I’ll consider that you want to enable a special sub-domain: preview, i.e. preview.nikro.me, or, preview.YOURDOMAIN.com.

Once you enable all these - head to: admin/config/services/gatsby/settings

Here you specify the following (example):

  • Gatsby Preview Server URL: http://preview.YOURDOMIAN.com:8000
  • Incremental Build Server Callback Hook(s): http://preview.YOURDOMIAN.com:8000/__refresh 
  • Entity types to send to Gatsby Preview and Build Server: go ahead and check some entities that you want.

Make it as a running Service

I assume you run your builds via some CI/CD process (i.e. CircleCI or Netlify) - so you’ll need to make sure that your Drupal’s server (the one you use for editing content) has also node installed, gatsby, and all the node packages (dependencies) - basically make sure it can run: build or develop.

Edit package.json - add this bit: 

  1. ...
  2.  "scripts": {
  3.     ...
  4.     "preview": "gatsby develop -- --host 'preview.YOURDOMAIN.com --port 8000",
  5.     ...
  6.   },

This will allow us to run ‘gatsby develop’ by running: npm run preview.

If you’re running an Ubuntu machine, that has systemd - create a file here:
/lib/systemd/system/preview_gatsby.service

Here’s a template:

  1. [Unit]
  2. Description=preview_gatsby.js - Preview for YOUR DOMAIN.
  3. Documentation=https://YOURDOMAIN.com
  4. After=network.target
  5.  
  6. [Service]
  7. Environment=NODE_PORT=8000
  8. Environment=ENABLE_GATSBY_REFRESH_ENDPOINT=1
  9. Type=simple
  10. User=ubuntu
  11. ExecStart=/usr/bin/npm --prefix /var/www/PATH/app run preview
  12. Restart=on-failure
  13.  
  14. [Install]
  15. WantedBy=multi-user.target

Here - make sure to change the YOURDOMAIN and the PATH towards your app. The important line here is Environment=ENABLE_GATSBY_REFRESH_ENDPOINT=1 this is what will expose the /__refresh hook and enable our develop - act as a preview service.
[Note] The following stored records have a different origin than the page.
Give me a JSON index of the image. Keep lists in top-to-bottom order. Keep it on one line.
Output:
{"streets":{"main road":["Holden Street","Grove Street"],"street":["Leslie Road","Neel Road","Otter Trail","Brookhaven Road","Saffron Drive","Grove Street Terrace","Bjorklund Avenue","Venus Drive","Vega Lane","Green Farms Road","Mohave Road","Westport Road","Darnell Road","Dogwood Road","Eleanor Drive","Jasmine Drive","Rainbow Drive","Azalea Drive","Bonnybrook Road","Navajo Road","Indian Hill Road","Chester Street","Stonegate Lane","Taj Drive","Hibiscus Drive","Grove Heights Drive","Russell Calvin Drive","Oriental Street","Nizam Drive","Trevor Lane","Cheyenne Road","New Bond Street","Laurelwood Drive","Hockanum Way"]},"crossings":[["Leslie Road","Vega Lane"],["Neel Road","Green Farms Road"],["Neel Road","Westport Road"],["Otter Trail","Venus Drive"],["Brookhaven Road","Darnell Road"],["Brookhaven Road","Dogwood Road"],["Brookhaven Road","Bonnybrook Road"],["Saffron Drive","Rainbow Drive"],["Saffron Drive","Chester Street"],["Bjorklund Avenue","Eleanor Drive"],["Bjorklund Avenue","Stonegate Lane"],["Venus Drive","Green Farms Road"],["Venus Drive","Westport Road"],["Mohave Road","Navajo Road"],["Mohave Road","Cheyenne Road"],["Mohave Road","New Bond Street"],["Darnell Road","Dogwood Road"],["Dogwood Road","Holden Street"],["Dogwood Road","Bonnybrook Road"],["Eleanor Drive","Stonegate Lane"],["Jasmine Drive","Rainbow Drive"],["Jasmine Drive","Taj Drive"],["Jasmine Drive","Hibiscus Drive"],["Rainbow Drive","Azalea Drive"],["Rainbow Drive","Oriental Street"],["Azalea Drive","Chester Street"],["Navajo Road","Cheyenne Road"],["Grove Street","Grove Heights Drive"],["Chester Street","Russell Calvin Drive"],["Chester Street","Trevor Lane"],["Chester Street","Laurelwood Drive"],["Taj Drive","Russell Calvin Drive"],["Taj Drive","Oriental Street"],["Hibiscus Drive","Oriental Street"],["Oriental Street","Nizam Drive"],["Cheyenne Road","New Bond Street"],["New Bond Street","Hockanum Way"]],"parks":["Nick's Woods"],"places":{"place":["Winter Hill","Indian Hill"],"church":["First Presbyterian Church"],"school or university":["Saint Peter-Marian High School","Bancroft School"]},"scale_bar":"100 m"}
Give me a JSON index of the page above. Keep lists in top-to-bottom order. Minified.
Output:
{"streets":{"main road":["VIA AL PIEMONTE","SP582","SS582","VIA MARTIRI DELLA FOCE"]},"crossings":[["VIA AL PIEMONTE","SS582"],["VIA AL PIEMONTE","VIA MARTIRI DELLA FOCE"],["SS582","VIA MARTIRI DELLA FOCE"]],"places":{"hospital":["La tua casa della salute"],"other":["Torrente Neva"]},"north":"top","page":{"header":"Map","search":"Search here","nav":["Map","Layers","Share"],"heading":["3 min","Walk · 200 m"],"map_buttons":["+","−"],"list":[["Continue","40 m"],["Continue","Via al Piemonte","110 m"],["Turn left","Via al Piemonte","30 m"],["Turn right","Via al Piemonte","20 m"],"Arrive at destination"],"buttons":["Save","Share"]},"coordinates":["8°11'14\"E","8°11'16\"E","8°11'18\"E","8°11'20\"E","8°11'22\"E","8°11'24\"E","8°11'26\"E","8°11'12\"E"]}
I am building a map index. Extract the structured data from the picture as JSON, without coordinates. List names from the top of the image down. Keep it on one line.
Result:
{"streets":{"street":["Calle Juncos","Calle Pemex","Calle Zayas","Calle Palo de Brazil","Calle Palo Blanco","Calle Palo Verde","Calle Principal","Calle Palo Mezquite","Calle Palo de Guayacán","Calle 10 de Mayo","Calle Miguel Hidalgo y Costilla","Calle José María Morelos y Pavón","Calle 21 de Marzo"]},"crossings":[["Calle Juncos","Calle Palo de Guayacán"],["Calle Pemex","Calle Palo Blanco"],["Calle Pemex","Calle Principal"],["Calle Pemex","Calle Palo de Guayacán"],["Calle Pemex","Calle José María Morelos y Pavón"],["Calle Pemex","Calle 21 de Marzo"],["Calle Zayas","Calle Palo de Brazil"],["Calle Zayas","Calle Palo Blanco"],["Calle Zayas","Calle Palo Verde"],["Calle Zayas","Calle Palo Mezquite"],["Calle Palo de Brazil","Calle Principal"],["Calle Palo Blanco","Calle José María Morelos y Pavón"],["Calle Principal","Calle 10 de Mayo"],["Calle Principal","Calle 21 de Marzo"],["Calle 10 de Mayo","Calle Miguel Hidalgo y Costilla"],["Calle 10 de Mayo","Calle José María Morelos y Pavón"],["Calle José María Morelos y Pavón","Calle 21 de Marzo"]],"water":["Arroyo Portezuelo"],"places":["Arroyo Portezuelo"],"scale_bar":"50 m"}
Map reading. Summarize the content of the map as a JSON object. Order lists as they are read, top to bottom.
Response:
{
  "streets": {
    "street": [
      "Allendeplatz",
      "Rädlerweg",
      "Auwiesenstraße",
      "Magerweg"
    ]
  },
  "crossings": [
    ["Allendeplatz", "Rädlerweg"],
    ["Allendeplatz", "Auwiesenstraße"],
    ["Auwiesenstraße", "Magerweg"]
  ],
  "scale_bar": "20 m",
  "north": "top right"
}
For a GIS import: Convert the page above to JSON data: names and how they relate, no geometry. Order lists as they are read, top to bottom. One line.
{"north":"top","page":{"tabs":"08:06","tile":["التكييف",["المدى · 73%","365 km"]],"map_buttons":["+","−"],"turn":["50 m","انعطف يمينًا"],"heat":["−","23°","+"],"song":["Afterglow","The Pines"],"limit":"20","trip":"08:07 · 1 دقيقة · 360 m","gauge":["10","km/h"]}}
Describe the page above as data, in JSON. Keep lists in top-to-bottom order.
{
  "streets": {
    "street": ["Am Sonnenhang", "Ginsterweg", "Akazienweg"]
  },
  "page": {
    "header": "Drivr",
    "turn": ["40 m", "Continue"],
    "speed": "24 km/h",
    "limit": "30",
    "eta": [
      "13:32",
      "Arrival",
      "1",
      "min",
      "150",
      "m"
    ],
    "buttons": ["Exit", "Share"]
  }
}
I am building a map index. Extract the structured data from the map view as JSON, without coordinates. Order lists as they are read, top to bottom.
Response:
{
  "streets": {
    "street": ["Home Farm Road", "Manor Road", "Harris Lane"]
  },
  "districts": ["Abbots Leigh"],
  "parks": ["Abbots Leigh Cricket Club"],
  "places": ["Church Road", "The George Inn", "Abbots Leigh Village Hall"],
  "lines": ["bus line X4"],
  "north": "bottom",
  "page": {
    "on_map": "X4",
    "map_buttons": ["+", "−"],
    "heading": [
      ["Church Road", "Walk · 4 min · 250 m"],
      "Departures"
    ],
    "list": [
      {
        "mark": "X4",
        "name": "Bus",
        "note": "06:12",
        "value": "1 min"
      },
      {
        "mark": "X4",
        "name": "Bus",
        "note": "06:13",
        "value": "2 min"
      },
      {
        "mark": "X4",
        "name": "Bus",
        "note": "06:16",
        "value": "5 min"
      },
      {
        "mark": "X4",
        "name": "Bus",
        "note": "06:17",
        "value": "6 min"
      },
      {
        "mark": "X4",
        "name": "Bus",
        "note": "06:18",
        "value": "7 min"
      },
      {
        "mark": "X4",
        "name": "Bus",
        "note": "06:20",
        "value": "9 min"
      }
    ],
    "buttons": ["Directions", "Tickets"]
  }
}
Once you’re done with this, run: sudo service preview_gatsby start - if everything goes fine - you should see no errors. You can check for errors (?) by running: systemctl status preview_gatsby.service - green is good, red is bad ?

All good, even though we’re running the gatsby preview and the modules are installed and configured - the missing piece is nginx acting as a proxy. Create a virtual-host, in example: /etc/nginx/sites-availabe/preview.YOURDOMAIN.com with similar contents:

  1.         listen 80;
  2.         server_name preview.YOURDOMAIN.com
  3.  
  4.         root                    /var/www;
  5.         index                   index.html index.htm;
  6.         access_log              /var/log/nginx/proxy.access.log;
  7.         error_log               /var/log/nginx/proxy.error.log;
  8.         include                 mime.types;
  9.         default_type            application/octet-stream;
  10.         sendfile                on;
  11.         keepalive_timeout       300;
  12.         client_max_body_size    256M;
  13.         fastcgi_buffers 16 16k;
  14.         fastcgi_buffer_size 32k;
  15.         fastcgi_read_timeout    120;
  16.  
  17.         location / {
  18.                 proxy_pass              http://localhost:8000;
  19.                 proxy_buffer_size       32k;
  20.                 proxy_buffers           8 16k;
  21.                 proxy_read_timeout      90;
  22.                 proxy_connect_timeout   60s;
  23.                 proxy_send_timeout      90;
  24.                 proxy_set_header        Host $host;
  25.                 proxy_set_header        X-Real-IP $remote_addr;
  26.                 proxy_set_header        X-Forwarded-For $proxy_add_x_forwarded_for;
  27.                 proxy_set_header        X-Forwarded-Proto $scheme;
  28.     }
  29. }

And then create a symlink in /etc/nginx/sites-enabled and run a test: sudo nginx -t 

Now you’ll have traffic proxied from :80 -> :8000 (preview) and things should work. Now you might be asking - why did we specify to Drupal the :8000 port? Through trial-and-error I came to this conclusion - it’s because Drupal sits on the same machine ? (in my case), so it doesn’t like to go through the nginx proxy, and triggers the hook directly.

Securing the Preview

As you might have noticed - I used http and not https, nor I have specified Gatsby Secret Key - in the configuration of the Gatsby module in Drupal. 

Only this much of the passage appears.